◆ **What needs to be done**: Write out the records beneath this line exactly as they appear, minus any images.

◆ **Given data**:
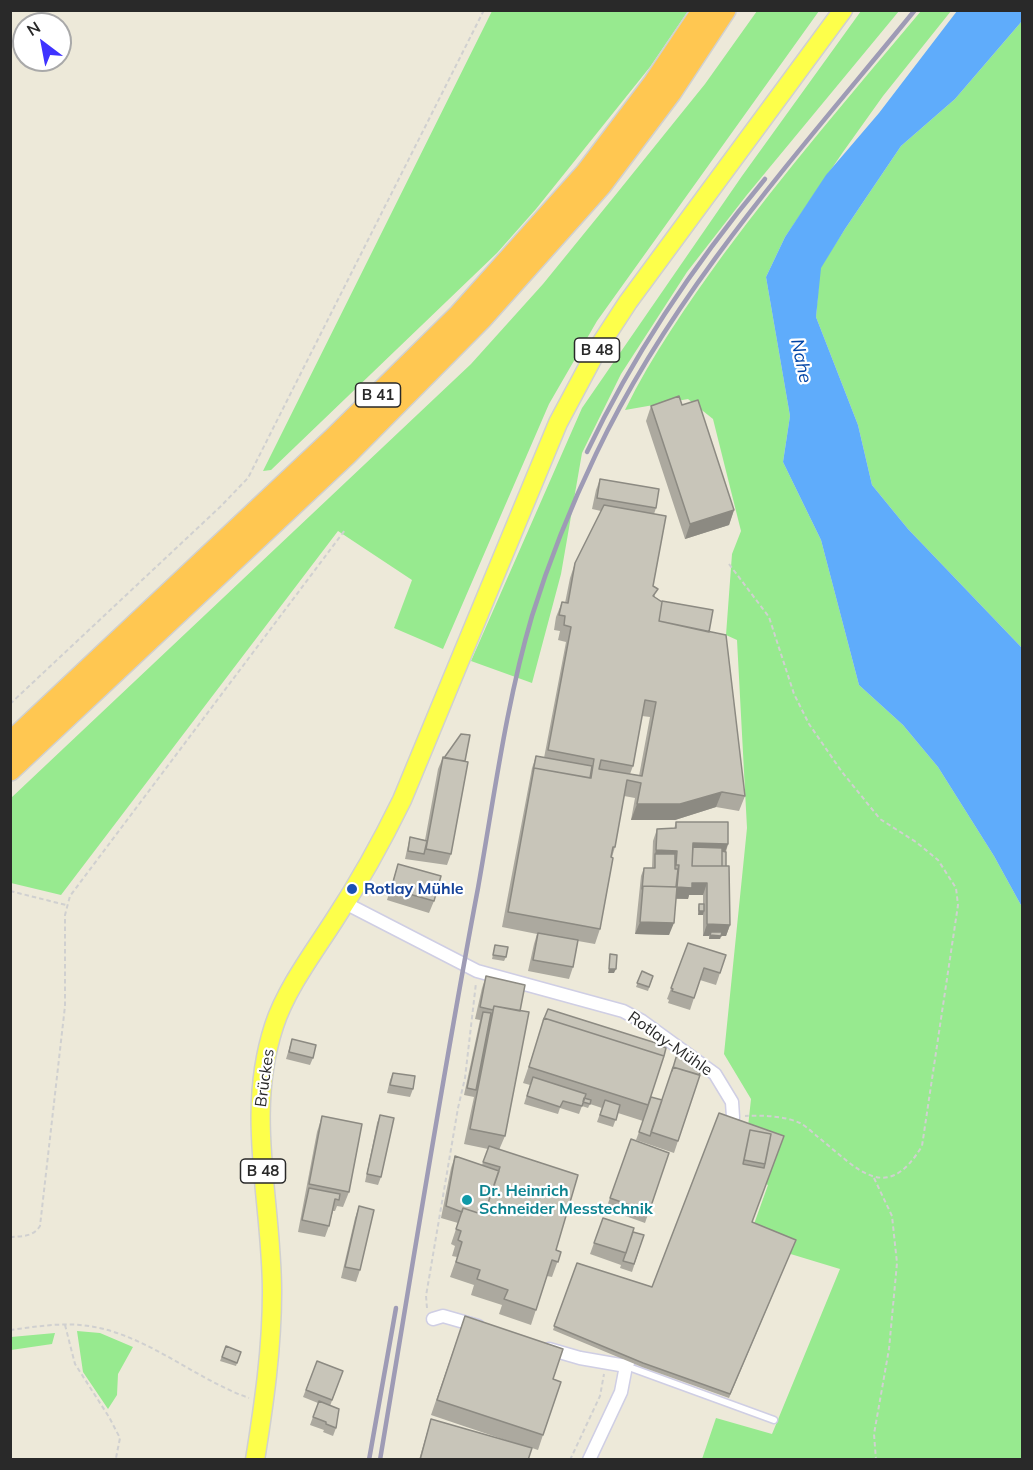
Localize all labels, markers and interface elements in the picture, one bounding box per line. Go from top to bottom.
north arrow [12,12,72,72]
text: N [23,17,44,40]
water label: Nahe [786,337,816,385]
road number: B 48 [574,338,620,362]
road number: B 41 [356,383,400,407]
place label: Rotlay Mühle [364,879,464,899]
marker: Rotlay Mühle [345,882,359,896]
street label: Rotlay-Mühle [624,1008,716,1080]
street label: Brückes [251,1048,279,1108]
road number: B 48 [240,1159,286,1183]
place label: Dr. Heinrich Schneider Messtechnik [479,1181,653,1219]
marker: Dr. Heinrich Schneider Messtechnik [460,1193,474,1207]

◆ **Reply to the exercise**:
Localize all labels, markers and interface elements in the picture, one bounding box per line. Go from top to bottom.
north arrow [12,12,72,72]
text: N [23,17,44,40]
water label: Nahe [786,337,816,385]
road number: B 48 [574,338,620,362]
road number: B 41 [356,383,400,407]
place label: Rotlay Mühle [364,879,464,899]
marker: Rotlay Mühle [345,882,359,896]
street label: Rotlay-Mühle [624,1008,716,1080]
street label: Brückes [251,1048,279,1108]
road number: B 48 [240,1159,286,1183]
place label: Dr. Heinrich Schneider Messtechnik [479,1181,653,1219]
marker: Dr. Heinrich Schneider Messtechnik [460,1193,474,1207]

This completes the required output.